Replication

FIrst clone this repo: https://github.com/EduardoVernier/dynamic-projections

Recreating the results / Testing new methods and datasets

Set up virtual env and dependencies using pipenv. https://pipenv.readthedocs.io/en/latest/

pip install pipenv
pipenv run pip install pip==18.0
pipenv install
sudo apt-get install python3-tk

To run a script use pipenv run python <script_name>.py. To open notebooks use pipenv run jupyter notebook or create a new shell with pipenv shell and then call jupyter notebook.

Generating the projections

Autoencoders — ./Models/ae The notebooks should contain information about training total time and performance metric (training/test accuracy and loss).

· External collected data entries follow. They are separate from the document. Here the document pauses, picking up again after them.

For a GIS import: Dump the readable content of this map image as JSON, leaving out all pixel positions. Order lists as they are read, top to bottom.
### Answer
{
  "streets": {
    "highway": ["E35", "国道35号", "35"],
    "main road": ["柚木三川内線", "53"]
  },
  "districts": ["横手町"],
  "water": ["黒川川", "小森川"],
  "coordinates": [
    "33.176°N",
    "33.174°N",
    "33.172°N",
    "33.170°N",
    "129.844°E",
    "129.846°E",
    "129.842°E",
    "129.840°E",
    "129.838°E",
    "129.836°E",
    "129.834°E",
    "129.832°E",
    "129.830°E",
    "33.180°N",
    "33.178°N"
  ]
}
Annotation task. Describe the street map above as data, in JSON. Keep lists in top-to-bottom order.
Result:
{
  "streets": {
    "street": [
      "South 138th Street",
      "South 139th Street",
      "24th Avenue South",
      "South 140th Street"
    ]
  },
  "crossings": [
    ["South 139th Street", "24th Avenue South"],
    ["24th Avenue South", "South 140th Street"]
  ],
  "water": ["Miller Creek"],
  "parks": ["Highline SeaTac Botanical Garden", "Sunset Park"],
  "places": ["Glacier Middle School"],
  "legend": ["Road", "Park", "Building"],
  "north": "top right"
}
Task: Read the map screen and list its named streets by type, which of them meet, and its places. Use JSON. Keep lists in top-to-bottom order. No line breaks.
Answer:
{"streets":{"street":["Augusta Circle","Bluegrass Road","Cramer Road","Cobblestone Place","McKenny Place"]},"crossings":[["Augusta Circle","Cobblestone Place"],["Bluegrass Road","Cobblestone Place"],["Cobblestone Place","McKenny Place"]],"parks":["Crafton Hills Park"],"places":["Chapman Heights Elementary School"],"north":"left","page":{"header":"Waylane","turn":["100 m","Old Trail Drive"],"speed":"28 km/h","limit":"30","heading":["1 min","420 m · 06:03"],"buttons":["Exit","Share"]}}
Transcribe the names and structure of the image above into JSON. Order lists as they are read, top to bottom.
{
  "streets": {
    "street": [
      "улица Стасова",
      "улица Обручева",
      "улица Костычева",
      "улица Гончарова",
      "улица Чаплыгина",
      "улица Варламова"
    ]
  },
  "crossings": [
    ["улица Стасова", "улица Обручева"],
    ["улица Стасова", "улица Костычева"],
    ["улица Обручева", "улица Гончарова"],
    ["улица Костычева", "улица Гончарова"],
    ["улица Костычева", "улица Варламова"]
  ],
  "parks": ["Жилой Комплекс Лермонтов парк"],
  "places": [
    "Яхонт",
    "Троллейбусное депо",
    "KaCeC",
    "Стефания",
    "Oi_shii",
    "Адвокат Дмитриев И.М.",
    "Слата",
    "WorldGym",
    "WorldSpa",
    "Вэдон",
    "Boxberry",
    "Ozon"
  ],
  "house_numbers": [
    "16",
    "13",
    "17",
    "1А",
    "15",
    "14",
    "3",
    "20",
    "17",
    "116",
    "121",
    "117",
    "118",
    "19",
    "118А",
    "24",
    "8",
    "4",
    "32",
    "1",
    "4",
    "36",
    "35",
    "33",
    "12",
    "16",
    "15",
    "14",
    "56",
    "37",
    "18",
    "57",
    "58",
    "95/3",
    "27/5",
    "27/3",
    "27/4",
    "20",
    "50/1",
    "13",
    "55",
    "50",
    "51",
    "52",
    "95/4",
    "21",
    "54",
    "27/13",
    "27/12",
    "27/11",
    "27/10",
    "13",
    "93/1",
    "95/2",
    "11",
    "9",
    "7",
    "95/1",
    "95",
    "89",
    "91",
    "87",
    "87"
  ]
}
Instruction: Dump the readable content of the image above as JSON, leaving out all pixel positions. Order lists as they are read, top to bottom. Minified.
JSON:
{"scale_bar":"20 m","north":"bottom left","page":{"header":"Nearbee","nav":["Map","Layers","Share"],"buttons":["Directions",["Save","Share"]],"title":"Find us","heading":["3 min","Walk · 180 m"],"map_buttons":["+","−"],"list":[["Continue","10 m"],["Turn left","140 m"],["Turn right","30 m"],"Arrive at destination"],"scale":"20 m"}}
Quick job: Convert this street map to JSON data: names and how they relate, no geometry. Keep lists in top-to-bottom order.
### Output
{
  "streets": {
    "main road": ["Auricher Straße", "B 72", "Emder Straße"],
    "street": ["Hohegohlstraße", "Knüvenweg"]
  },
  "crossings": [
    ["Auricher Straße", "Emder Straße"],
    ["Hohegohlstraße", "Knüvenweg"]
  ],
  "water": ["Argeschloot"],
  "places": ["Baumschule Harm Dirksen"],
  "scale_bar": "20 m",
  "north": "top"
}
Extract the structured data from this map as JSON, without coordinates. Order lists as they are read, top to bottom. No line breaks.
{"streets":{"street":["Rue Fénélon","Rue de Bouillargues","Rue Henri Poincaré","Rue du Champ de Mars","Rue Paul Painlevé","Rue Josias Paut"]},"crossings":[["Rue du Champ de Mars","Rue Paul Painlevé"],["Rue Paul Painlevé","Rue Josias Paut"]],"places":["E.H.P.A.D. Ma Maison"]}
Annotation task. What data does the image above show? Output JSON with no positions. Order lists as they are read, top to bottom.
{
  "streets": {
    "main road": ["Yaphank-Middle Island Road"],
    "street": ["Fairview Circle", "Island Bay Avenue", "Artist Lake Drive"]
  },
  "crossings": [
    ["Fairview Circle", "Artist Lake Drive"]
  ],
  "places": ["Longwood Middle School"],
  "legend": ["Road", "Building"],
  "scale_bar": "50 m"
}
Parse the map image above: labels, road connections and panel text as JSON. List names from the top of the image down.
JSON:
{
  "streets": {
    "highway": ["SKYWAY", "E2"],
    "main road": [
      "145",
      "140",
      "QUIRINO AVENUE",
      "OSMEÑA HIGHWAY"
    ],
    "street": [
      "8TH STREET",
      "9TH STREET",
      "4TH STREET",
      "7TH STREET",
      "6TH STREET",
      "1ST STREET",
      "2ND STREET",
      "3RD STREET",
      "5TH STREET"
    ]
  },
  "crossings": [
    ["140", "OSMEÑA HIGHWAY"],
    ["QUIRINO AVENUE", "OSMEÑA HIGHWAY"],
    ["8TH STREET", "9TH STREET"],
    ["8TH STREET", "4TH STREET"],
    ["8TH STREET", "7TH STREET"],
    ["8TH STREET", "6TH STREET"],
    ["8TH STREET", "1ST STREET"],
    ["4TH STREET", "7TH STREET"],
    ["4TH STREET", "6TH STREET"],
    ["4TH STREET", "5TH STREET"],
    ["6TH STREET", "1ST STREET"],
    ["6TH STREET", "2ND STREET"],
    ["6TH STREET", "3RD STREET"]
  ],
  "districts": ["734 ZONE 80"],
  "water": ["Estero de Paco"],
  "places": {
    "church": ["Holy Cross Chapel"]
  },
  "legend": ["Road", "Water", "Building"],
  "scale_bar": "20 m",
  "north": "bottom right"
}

The Shared.py file contains methods that might be useful for all notebooks and projection techniques e.g., saving projection, loading data.

Dynamic/static t-sne — ./Models/tsne From the root folder, we need to add the tsne folder to the PYTHONPATH and then run the dtsne_wrapper script.

export PYTHONPATH=${PYTHONPATH}:${PWD}/Models/tsne
python Models/tsne/dtsne_wrapper.py ./Datasets/gaussians 70 0.1

The default options are n_epochs=200, sigma_iters=50.

For static t-sne with strategies 1 and 4 (of the dt-sne paper):

export PYTHONPATH=${PYTHONPATH}:${PWD}/Models/tsne
python Models/tsne/tsne_s1.py ./Datasets/gaussians 70  # or
python Models/tsne/tsne_s4.py ./Datasets/gaussians 70

Principal component analysis — ./Models/pca

export PYTHONPATH=${PYTHONPATH}:${PWD}/Models/
python Models/pca/pca_s1.py ./Datasets/gaussians  # or
python Models/pca/pca_s4.py ./Datasets/gaussians

UMAP — ./Models/pca

export PYTHONPATH=${PYTHONPATH}:${PWD}/Models/
python Models/umap/umap_s1.py ./Datasets/gaussians  # or
python Models/umap/umap_s4.py ./Datasets/gaussians

Formatting

Image datasets – The directory hierarchy doesn’t matter, all the metadata should be contained in the file name. <class>-<id>-<time>.png, e.g. airplane-1234-10.png – 10th revision of airplane with id 1234.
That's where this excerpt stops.